During the First World War the city suffered greatly: Following the invasion of the Russian army and the passing of control between Ukranian, Romanian and Polish hands, many of the citizens of Kuty left the city and its population declined. The Polish rule between the two world wars brought a period of calm and development: the city was connected to the railway system and became a popular vacation destination. Many Jewish institutions operated in the city: a supplementary Hebrew school, a girls’ Beit Ya’akov school, a tradesmen’s guild, a branch of Wizo, a sporting association and public libraries. Lively political activity also took place in the Jewish neighborhoods.
In September of 1939 Kuty was annexed to the Soviet Union, but with the outbreak of war between Russian and Nazi Germany the city was captured by Romanian and Hungarian army forces. In September of 1941 the city came under direct German control and the Jewish population began being heavily persecuted. In a Nazi roundup on 10.4.1942 about 950 Kuty Jews were murdered. These victims were buried in the Jewish cemetery in the city. The Jewish community of Kuty was completely wiped out when, on 7.9.1942, all of the Jews were ordered to move to the ghetto of Kołomyja, from whence they were sent to the Belzec extermination camp.

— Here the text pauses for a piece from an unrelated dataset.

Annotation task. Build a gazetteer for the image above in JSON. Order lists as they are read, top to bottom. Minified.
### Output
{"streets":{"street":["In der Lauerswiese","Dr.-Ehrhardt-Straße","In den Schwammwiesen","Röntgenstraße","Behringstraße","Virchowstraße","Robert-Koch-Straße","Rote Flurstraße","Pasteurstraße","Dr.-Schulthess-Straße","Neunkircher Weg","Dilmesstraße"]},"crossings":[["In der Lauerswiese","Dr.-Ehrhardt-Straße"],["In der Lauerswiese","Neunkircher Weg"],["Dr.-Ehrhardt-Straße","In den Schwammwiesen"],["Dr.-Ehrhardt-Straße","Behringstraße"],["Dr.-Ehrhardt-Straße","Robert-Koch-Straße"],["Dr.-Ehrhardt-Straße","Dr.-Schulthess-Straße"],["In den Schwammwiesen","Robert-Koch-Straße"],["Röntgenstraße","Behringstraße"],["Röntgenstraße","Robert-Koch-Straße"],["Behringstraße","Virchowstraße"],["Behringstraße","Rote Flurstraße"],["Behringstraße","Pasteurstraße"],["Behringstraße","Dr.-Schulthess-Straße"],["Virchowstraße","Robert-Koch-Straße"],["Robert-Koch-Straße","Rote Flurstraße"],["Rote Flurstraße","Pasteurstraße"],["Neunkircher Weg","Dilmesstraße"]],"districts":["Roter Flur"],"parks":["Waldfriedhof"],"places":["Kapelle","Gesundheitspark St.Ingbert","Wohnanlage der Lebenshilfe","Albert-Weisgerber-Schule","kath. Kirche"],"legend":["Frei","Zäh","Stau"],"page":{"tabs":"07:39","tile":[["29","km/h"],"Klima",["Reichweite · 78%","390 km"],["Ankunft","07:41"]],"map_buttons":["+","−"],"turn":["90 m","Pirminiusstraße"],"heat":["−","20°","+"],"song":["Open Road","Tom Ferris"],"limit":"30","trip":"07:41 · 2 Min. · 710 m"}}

It is difficult, nowadays, to find traces in Kuty of the well-developed Jewish community which existed there for over 200 years. The old Jewish cemetery, however, still stands. Parts of it were destroyed and some of the headstones were used for the construction of a Lenin monument in the city and for other construction purposes, but it still offers a most important testimony to the lives of the Jews of Galicia during the 18th-20th centuries.
The members of the expedition discovered, documented and photographed around 2,100 tombstones – all of the tombstones which were available without extensive digging on the grounds of the cemetery. Many tombstones, including some very important ones on the historical or artistic level, were in very bad shape, due either to natural causes or to human intervention. Some of them had been broken or had sunk into the earth, some were in advanced stages of decay. However, the majority of the tombstones (including R. Moses ben Menachem Mendel’s) survived. The artistic variegation of these tombstones, the many folkloristic and heraldic elements and the impressive quality of stone carving on many of them make the Jewish cemetery of Kuty a heritage site of the first importance.
Photographs of all of the headstones and inscriptions deciphered and transcribed by the members of the delegation will soon be available on the JGB Organization’s website.